Problem details - Copy each line below that includes "solid".

++++++++

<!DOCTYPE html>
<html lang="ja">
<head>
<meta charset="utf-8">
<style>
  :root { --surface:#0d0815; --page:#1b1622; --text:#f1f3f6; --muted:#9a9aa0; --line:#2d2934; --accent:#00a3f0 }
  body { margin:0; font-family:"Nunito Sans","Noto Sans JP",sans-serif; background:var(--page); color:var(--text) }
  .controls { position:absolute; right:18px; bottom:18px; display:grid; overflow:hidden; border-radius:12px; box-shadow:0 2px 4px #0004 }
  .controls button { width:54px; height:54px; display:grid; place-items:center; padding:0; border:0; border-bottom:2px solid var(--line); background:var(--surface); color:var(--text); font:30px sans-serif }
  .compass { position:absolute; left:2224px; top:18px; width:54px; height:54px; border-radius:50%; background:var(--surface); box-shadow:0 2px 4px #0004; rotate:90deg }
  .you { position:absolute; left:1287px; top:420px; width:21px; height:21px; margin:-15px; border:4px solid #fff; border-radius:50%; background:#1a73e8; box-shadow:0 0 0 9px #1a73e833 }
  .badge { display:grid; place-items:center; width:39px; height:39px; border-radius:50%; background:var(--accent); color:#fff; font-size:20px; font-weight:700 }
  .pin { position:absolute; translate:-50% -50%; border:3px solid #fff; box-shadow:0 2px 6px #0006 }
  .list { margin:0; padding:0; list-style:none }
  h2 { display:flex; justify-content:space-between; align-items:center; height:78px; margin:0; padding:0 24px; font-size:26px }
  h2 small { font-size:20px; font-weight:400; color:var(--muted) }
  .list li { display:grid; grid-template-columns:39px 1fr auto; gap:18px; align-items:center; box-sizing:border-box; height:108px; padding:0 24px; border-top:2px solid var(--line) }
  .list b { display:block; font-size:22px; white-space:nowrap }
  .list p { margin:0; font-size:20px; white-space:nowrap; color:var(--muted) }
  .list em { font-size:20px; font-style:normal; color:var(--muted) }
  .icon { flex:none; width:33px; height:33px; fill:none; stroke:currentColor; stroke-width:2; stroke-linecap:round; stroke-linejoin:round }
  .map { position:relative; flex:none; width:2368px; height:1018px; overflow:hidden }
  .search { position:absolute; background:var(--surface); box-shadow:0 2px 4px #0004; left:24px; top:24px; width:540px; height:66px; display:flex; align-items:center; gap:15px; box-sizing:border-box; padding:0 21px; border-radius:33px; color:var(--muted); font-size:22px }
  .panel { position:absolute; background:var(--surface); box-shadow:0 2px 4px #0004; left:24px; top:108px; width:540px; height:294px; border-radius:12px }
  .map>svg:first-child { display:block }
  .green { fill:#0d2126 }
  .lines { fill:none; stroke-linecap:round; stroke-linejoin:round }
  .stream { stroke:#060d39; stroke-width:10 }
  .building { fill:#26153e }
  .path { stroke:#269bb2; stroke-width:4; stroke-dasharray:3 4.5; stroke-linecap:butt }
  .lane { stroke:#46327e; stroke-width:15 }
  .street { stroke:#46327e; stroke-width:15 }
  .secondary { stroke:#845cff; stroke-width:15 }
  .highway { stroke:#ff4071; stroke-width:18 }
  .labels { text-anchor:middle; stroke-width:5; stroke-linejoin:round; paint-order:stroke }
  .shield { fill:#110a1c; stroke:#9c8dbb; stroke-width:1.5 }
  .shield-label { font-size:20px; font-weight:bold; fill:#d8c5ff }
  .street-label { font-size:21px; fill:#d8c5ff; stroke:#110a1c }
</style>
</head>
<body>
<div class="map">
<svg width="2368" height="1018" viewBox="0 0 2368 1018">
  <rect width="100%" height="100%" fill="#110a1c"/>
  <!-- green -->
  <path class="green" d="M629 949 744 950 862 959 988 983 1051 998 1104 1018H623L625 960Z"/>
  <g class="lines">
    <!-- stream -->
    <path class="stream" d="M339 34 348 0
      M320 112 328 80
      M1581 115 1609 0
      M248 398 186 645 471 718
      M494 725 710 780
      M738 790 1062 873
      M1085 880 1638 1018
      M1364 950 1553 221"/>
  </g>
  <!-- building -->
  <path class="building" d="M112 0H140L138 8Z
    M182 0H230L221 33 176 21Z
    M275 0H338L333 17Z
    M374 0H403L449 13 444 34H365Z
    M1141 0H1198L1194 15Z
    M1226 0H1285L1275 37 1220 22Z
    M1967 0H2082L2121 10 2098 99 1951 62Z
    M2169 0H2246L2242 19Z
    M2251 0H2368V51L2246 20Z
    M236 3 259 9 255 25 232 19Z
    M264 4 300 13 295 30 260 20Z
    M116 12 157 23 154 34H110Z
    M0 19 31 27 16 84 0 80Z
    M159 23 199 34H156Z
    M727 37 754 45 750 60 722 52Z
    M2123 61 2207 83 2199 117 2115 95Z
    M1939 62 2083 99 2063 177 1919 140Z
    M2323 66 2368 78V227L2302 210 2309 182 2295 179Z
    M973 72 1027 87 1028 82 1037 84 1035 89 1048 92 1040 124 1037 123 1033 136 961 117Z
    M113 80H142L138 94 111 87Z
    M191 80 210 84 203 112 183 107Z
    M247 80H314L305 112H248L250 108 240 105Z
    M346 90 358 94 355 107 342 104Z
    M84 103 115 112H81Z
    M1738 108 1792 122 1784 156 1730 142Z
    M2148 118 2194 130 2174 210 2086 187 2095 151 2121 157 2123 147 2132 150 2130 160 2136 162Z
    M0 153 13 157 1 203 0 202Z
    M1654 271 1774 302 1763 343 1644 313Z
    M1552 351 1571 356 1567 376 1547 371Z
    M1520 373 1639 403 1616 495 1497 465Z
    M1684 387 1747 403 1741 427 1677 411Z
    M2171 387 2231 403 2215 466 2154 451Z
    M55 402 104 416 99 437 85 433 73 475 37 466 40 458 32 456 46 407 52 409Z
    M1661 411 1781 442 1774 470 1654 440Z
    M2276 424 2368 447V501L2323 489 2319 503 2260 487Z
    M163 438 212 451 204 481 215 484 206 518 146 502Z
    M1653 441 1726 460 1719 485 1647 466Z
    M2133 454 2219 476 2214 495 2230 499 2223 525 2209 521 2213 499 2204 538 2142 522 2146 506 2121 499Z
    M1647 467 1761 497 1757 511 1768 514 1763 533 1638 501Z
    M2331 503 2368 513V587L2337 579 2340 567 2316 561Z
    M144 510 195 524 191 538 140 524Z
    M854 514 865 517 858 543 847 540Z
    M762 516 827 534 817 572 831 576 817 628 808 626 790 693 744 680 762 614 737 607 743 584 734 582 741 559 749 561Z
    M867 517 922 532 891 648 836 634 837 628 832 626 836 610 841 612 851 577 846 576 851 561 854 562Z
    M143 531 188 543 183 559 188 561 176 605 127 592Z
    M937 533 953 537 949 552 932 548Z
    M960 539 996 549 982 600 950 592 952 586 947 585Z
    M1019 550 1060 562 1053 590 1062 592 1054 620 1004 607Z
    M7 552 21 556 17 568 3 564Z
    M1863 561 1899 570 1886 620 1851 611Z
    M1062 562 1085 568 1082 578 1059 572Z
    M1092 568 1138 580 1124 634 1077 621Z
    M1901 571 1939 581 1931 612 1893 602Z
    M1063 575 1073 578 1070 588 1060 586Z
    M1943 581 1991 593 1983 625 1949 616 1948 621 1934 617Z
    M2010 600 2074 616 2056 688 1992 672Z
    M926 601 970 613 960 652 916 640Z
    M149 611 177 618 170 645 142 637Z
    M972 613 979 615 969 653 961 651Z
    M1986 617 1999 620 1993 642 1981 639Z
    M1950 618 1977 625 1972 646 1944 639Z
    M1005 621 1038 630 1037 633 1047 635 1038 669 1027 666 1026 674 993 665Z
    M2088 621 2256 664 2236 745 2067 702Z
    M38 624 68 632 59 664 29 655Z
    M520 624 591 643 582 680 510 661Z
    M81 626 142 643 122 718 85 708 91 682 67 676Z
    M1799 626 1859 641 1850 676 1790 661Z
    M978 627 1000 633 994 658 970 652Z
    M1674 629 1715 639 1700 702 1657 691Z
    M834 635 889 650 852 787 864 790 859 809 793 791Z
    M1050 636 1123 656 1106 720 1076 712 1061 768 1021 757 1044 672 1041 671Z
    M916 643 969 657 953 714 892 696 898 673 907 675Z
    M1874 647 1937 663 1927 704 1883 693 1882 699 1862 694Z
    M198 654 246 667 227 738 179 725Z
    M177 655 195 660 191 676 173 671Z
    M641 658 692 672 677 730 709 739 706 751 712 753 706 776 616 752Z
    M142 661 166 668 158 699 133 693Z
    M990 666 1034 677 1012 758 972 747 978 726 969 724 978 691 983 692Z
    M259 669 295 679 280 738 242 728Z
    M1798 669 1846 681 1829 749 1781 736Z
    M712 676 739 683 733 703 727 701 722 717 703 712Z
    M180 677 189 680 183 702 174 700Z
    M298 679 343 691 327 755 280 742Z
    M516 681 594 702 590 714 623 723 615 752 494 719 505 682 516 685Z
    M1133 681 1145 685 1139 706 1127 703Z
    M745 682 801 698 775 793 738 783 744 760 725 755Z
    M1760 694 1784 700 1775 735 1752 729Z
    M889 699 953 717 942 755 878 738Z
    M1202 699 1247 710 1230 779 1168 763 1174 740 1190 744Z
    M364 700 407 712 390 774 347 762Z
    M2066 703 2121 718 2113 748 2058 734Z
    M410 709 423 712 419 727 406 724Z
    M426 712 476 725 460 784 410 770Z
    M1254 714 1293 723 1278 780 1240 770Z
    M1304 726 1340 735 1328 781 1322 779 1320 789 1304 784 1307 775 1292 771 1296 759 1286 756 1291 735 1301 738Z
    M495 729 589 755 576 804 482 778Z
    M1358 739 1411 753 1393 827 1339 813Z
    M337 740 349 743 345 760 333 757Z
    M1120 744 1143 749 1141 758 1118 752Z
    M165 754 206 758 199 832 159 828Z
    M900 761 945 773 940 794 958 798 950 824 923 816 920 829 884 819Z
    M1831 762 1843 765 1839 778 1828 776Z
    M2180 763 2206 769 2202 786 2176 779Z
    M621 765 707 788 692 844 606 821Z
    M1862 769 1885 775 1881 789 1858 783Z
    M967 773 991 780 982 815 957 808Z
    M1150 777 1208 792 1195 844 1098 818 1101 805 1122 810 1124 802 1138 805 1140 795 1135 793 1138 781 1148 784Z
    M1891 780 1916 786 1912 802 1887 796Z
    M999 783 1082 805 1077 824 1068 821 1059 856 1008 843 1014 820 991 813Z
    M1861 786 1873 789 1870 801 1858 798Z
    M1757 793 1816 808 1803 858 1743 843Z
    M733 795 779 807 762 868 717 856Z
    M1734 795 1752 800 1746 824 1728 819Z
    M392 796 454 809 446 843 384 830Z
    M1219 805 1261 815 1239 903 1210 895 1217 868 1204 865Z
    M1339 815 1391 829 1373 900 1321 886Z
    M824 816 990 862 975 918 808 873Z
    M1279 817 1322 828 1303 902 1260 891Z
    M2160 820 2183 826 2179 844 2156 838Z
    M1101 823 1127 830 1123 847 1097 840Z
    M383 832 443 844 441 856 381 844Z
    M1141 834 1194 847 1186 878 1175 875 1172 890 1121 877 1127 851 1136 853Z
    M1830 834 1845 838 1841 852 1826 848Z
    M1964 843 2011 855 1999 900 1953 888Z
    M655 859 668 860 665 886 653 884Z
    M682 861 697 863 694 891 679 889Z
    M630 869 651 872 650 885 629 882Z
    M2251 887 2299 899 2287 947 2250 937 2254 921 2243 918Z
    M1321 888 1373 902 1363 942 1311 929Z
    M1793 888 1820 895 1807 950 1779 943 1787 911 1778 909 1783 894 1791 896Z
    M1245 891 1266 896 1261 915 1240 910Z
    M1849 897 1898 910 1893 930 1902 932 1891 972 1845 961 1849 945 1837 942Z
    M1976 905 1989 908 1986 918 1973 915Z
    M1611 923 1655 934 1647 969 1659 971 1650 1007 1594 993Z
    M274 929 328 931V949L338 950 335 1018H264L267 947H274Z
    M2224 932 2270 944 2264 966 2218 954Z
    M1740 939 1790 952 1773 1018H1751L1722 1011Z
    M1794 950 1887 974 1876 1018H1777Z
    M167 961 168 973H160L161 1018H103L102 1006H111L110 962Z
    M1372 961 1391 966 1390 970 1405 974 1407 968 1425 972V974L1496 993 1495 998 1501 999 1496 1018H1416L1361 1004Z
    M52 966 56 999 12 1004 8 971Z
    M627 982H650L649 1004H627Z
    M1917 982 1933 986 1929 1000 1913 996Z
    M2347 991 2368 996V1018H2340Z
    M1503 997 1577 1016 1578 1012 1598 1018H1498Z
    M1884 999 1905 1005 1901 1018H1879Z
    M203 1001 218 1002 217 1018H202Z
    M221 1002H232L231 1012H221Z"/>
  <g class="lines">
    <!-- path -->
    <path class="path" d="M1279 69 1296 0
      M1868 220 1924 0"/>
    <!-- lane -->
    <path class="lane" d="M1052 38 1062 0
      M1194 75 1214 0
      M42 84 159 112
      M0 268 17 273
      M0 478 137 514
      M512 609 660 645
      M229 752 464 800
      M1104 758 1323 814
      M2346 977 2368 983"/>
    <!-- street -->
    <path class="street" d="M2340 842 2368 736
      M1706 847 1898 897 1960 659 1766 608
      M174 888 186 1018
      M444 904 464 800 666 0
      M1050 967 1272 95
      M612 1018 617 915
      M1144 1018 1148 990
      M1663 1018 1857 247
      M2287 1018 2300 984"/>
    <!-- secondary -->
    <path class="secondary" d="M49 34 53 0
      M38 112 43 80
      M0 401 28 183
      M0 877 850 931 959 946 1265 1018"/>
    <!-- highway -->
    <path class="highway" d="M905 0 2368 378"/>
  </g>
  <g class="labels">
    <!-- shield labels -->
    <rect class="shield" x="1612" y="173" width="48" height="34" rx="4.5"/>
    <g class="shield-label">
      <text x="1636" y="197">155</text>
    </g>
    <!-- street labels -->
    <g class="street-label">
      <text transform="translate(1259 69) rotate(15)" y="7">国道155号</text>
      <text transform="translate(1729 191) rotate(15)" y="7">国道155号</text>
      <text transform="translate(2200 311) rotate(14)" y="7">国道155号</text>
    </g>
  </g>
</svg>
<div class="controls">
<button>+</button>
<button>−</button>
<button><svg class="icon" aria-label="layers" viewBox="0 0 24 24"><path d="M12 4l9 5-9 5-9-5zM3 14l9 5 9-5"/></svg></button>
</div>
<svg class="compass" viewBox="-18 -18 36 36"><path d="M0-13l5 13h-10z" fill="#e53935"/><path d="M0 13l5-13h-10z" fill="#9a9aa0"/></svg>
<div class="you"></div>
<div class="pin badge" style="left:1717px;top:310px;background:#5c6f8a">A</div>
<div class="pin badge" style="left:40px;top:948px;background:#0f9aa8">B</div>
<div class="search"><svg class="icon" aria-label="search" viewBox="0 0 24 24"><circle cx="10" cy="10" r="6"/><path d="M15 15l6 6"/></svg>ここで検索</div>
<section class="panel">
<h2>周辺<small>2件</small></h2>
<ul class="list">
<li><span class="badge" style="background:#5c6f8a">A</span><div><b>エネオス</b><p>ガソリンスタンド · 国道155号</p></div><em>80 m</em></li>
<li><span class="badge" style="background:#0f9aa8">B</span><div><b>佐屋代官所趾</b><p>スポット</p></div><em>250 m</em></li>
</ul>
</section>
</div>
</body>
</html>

++++++++

Reply to the exercise -
  .controls button { width:54px; height:54px; display:grid; place-items:center; padding:0; border:0; border-bottom:2px solid var(--line); background:var(--surface); color:var(--text); font:30px sans-serif }
  .you { position:absolute; left:1287px; top:420px; width:21px; height:21px; margin:-15px; border:4px solid #fff; border-radius:50%; background:#1a73e8; box-shadow:0 0 0 9px #1a73e833 }
  .pin { position:absolute; translate:-50% -50%; border:3px solid #fff; box-shadow:0 2px 6px #0006 }
  .list li { display:grid; grid-template-columns:39px 1fr auto; gap:18px; align-items:center; box-sizing:border-box; height:108px; padding:0 24px; border-top:2px solid var(--line) }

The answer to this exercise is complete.